Try it
Each line of the data below that includes the string "tiles" must be copied.
+ + + +
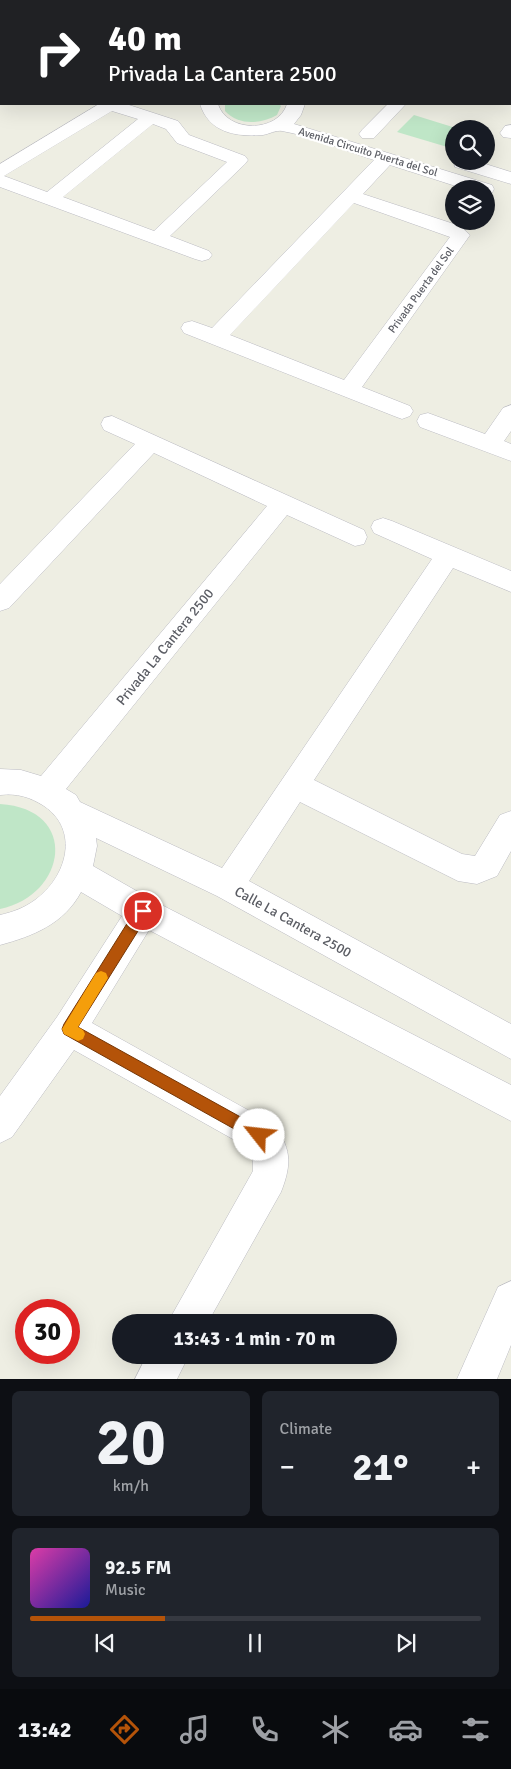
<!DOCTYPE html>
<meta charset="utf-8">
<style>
body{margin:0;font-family:Signika,sans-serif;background:#20242c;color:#f1f3f6;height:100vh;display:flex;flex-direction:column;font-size:19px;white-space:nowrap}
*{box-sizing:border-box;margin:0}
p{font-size:16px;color:#9ea1a6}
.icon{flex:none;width:28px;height:28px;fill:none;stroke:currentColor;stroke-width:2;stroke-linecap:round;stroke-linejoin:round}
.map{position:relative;height:1379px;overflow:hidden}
.details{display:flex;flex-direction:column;gap:12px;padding:12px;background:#0d0f14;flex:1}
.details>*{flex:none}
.banner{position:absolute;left:0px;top:0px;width:511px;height:105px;box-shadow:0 5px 20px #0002;background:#202124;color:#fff;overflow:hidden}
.tools{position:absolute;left:445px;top:120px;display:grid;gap:10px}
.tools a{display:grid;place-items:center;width:50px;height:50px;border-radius:50%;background:#171b24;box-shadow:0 5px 20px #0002;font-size:25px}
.speed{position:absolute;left:15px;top:1299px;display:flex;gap:10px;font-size:25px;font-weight:700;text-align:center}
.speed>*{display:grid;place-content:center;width:65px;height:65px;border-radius:50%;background:#171b24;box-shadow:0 5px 20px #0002;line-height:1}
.speed .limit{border:8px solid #d22;background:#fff;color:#111}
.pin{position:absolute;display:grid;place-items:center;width:42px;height:42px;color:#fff;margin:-21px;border:2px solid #fff;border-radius:50%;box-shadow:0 1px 5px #0007}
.me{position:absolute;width:55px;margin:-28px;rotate:299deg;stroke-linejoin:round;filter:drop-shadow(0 0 4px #0008)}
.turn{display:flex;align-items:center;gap:18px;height:105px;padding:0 25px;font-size:22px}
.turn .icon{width:65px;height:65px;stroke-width:2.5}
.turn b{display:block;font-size:35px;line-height:42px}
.big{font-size:38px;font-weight:800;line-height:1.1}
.details .widget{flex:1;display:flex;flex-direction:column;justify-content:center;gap:8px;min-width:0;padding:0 18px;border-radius:8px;background:#20242c}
.details .dial{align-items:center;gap:0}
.dial b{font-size:65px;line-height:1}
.song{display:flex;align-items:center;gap:15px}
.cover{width:60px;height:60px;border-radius:8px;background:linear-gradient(135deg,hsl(320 70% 55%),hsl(240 70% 35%))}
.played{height:5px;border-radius:2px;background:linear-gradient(90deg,#b45309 30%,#363941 30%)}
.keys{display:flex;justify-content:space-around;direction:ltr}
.heat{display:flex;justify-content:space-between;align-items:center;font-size:28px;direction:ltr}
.details .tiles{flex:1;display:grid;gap:12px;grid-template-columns:1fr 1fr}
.widget:last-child{grid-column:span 2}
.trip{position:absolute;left:112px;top:1314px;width:285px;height:50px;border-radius:25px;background:#171b24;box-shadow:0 5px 20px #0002;font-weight:800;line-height:50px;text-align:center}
.dock{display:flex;height:80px;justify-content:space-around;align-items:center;background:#090b0e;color:#9ea1a6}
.dock .icon{width:35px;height:35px}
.dock .on{color:#b45309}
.dock b{font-size:22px;color:#f1f3f6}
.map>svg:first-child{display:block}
</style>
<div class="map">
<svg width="511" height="1379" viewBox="0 0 511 1379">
<rect width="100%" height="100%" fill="#eeeee3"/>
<g fill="#bfe6c7">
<path d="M225,104H279L281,106L277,115C261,124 239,126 225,111Z"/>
<polygon points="414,115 459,129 454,129 454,149 397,132"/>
<path d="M0,804C80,809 67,895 0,909Z"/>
</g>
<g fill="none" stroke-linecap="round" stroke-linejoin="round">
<g stroke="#bbbbc2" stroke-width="1">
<g id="street">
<polygon points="406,0 426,0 427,1 407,1"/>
<rect x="510" y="21" width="1" height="11"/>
<path d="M99,104H126L178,121L189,135L245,156L248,160L245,164L170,236L209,251L212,255L209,259L202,261L195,259L0,187V164ZM112,111L138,119L47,192L4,176ZM153,124L166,129L177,143L227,162L154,231L63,197Z"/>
<path d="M200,104H218C227,133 278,133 287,104H305L301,115L294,124L492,185L494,189L492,193L486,194V189H465L390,165L363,194L460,226L470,235L362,387L410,406L413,411L410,416L402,419L394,416L184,333L181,328L184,323L192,321L212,328L374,160C346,151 311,136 282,131C276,130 269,134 263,135C236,137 209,133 200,104ZM354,203L450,237L344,380L230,335Z"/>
<polygon points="388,104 406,104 374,138 362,138 359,134 362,130"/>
<polygon points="511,125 511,138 503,137 500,133 505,126"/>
<polygon points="454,161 476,161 511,172 511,184 455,167"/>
<polygon points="511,405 511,431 504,441 511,444 511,461 420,427 417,421 420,415 428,413 485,434 503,408"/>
<path d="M112,416L364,530L367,537L364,544L355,546L287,515L66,789L76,795L80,802L222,868L432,559L374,533L371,527L374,521L383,518L392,521L511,571V592L453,568L314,780L462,854L475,856L500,815L511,811V851L497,876L477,884L458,881L300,802L249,881L511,1024V1059L217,896L96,838L97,846L93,866L154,901L511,1085V1121L149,930L92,1023L271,1123C292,1146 292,1164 281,1192L208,1322H168L253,1171V1156L247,1147L74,1050L12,1137L0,1143V1096L57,1017L122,916L81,892C64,924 33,936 0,945V915C13,912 24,908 35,900C67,877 80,830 44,806C30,797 17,793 0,795V769L21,770L41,776L267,506L154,453L9,608L0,611V584L135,444L104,430L101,424L104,418Z"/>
<polygon points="511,1281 511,1345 497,1379 457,1379 498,1287"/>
<polygon points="147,1355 189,1355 177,1379 135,1379"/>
</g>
</g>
<use href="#street" fill="#fff" fill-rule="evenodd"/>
</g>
<polygon fill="#b45309" stroke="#753606" points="143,905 148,906 149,911 148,915 78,1027 264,1130 266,1135 264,1140 259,1143 254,1140 64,1034 62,1029 64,1024 138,906"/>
<polygon fill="#f59e0b" points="101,971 106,973 108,978 78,1027 83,1030 85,1034 83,1039 78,1041 64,1034 62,1029 96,973"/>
<g text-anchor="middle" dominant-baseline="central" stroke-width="4.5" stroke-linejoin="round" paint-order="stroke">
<g font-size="11" fill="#5b5d64" stroke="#fff">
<text transform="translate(368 152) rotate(17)">Avenida Circuito Puerta del Sol</text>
<text transform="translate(421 290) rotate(-54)">Privada Puerta del Sol</text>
</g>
<g font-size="14" fill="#5b5d64" stroke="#fff">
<text transform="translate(165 647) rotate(-51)">Privada La Cantera 2500</text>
<text transform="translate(293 922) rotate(29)">Calle La Cantera 2500</text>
</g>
</g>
</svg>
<div class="tools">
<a><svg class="icon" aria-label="search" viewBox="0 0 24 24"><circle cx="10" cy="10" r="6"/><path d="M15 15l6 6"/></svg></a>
<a><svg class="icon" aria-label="layers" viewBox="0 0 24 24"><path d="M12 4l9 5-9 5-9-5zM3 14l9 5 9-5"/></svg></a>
</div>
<div class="speed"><div class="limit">30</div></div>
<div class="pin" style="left:143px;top:911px;background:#d93025"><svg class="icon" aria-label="arrive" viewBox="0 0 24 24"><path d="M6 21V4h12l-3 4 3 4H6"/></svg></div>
<svg class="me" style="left:259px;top:1135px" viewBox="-20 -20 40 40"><circle r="19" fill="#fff"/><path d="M0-13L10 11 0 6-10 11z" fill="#b45309"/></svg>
<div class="trip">13:43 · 1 min · 70 m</div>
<div class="banner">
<div class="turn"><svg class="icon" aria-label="right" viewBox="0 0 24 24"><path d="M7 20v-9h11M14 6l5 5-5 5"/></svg><div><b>40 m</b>Privada La Cantera 2500</div></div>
</div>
</div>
<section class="details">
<div class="tiles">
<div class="widget dial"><b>20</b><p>km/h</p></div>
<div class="widget"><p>Climate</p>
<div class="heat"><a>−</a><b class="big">21°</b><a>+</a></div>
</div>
<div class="widget">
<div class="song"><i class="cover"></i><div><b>92.5 FM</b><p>Music</p></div></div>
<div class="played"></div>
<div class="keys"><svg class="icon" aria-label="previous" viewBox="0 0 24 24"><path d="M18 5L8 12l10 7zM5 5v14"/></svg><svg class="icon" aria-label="pause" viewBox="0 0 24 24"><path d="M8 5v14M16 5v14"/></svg><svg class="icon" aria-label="next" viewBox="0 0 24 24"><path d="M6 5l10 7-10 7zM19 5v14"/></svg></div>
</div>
</div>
</section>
<nav class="dock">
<b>13:42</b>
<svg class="icon on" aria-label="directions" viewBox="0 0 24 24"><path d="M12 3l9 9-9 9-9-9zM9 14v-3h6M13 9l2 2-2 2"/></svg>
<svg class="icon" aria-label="music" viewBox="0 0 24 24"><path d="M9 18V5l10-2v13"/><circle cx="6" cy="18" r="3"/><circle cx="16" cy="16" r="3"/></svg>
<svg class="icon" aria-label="phone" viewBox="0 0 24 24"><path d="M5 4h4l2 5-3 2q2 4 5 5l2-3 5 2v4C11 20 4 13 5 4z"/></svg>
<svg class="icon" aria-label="climate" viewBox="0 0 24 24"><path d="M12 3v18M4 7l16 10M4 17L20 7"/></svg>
<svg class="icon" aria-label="car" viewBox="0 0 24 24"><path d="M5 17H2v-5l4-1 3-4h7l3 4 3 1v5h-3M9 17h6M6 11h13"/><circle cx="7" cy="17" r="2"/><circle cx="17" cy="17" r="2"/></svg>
<svg class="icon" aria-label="filters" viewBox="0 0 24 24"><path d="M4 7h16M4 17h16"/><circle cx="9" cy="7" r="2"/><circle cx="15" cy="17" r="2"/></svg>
</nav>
+ + + +
Written response
.details .tiles{flex:1;display:grid;gap:12px;grid-template-columns:1fr 1fr}
<div class="tiles">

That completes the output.